The sun went down at 6:46pm, the moon is waning, and a cold front has arrived. I need to support my writing and teaching habits, so I logged into LinkedIn last week to hunt for some design work. Depression hit me in seconds, followed by an urge to tear apart the sky. Instructions to “Measure the Weight of Your Social Media Voice” and “Forge Emotional Bonds with Your User Base” commingled with homilies about resilience, creativity, and being authentic. Hundreds of grinning avatars were psyched, chuffed, delighted, elated, blessed, and thrilled about social media strategy and UX design. Somehow we’ve moved from doing a job to advertising it as a state of ecstasy. I ran from my screen like someone in a zombie movie.

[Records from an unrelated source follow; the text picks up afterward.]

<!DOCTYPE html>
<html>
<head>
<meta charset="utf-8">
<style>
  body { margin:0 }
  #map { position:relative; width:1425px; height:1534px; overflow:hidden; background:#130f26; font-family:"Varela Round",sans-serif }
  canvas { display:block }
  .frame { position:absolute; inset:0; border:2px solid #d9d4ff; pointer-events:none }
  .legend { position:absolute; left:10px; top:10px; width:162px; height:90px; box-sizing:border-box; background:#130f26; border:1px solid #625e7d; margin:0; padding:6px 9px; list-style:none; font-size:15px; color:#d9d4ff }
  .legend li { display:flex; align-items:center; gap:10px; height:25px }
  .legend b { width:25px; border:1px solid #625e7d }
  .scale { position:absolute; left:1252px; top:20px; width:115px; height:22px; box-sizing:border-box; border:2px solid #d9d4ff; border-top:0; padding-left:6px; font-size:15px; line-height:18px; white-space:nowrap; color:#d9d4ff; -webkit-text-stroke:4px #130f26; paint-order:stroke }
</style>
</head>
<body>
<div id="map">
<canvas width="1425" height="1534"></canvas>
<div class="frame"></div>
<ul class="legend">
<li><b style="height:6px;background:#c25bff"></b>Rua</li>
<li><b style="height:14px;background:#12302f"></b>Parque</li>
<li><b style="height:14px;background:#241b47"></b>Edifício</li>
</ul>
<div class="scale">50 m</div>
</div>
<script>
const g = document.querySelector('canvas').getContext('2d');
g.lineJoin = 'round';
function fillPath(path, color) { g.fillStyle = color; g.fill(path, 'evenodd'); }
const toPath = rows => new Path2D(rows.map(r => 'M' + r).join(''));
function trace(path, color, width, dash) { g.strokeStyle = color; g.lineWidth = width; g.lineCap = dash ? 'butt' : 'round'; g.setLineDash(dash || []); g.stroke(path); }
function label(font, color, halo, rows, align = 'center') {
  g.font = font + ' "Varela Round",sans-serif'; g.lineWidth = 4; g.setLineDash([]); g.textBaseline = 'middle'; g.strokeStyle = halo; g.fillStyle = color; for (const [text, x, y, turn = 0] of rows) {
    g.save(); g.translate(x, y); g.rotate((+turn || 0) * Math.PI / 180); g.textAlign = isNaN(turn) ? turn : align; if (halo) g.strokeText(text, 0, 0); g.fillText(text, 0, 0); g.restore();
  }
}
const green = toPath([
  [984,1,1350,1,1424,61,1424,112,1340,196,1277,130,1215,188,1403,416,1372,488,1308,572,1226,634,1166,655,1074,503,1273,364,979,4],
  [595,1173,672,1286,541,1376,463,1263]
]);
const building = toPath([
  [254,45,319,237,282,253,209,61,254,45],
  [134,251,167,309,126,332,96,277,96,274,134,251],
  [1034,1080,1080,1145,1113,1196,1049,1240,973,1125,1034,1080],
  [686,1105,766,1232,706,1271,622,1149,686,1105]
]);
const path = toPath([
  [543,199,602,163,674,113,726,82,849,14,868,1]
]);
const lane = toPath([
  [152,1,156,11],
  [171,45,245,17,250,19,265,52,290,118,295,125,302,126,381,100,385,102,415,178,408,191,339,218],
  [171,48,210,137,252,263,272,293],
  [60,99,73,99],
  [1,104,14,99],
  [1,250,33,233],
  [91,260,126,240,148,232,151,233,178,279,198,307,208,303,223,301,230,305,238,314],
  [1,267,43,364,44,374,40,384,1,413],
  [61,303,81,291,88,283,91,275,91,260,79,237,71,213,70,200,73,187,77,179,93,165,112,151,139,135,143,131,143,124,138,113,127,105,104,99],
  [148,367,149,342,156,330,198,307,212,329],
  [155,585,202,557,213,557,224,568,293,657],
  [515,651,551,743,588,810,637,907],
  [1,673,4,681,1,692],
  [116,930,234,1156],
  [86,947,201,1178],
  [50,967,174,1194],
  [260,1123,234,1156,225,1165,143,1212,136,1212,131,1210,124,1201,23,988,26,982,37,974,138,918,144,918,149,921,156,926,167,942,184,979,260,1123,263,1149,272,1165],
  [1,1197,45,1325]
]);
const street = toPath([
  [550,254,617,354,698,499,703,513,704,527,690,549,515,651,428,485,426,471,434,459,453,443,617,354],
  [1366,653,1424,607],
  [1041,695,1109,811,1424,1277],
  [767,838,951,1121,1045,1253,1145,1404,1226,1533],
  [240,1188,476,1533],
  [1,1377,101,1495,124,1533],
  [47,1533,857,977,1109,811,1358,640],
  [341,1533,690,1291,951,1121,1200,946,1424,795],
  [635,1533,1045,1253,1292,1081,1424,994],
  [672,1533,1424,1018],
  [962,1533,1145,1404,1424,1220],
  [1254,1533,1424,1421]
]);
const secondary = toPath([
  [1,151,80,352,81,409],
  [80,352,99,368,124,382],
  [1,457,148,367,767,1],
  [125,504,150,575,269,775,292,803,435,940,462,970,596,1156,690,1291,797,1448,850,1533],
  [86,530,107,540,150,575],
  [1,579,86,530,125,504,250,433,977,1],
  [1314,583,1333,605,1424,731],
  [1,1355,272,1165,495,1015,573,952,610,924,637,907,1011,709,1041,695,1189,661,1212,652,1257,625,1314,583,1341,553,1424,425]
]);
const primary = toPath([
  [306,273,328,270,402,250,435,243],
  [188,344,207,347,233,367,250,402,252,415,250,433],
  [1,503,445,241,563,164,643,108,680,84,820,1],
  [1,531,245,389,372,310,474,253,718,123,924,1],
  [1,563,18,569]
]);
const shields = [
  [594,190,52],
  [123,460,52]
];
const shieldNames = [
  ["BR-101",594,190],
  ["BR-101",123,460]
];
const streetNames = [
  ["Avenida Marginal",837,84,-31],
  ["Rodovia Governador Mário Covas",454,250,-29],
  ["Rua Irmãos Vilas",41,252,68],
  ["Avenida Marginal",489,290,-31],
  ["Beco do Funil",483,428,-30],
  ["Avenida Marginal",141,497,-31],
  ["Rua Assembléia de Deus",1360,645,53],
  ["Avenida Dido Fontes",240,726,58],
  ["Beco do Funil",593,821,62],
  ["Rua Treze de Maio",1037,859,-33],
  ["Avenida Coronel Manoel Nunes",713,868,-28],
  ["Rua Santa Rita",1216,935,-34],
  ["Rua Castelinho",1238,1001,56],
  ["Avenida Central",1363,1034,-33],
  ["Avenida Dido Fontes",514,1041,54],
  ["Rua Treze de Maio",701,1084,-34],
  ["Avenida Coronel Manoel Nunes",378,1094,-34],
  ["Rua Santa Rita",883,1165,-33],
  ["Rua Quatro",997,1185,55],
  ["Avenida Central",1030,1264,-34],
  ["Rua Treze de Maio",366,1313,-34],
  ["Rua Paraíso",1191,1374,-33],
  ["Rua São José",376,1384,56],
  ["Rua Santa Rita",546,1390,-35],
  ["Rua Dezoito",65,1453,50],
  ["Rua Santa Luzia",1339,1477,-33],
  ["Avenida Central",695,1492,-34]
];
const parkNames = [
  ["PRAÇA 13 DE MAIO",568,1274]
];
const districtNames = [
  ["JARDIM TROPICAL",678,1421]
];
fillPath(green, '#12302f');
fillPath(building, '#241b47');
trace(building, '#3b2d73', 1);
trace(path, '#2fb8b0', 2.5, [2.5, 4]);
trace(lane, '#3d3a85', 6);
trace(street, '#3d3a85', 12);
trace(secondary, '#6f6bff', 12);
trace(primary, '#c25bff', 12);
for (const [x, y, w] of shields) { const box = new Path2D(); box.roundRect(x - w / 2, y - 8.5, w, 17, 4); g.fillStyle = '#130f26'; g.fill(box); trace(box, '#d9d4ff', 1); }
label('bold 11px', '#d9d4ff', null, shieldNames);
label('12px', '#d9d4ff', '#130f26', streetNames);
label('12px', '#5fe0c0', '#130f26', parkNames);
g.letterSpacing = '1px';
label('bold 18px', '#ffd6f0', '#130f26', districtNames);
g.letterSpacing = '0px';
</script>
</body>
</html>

Over in Velcro City, Paul Raven shared his experience with opening LinkedIn for the first time in ages, and I found it tremendously reassuring. He nails the weirdly homogenous atmosphere of “performativity and personal-brand backslapping, a river of abstract aspiration laced with brow-furrowed bits about mental health and the risks of over-obsessing about what one does, all written in a style whose careful optimisation to the platform’s affordances suggests people doing the exact opposite of what they’re saying, quite possibly without even realising it.”
Our networks are transforming us into such peculiar creatures. Meanwhile, people are scaling buildings in France and turning off the lights, hoping to stave off an energy crisis. It’s happening more frequently now, the gut-punch realization that I’m living in the future that so many books and movies warned me about.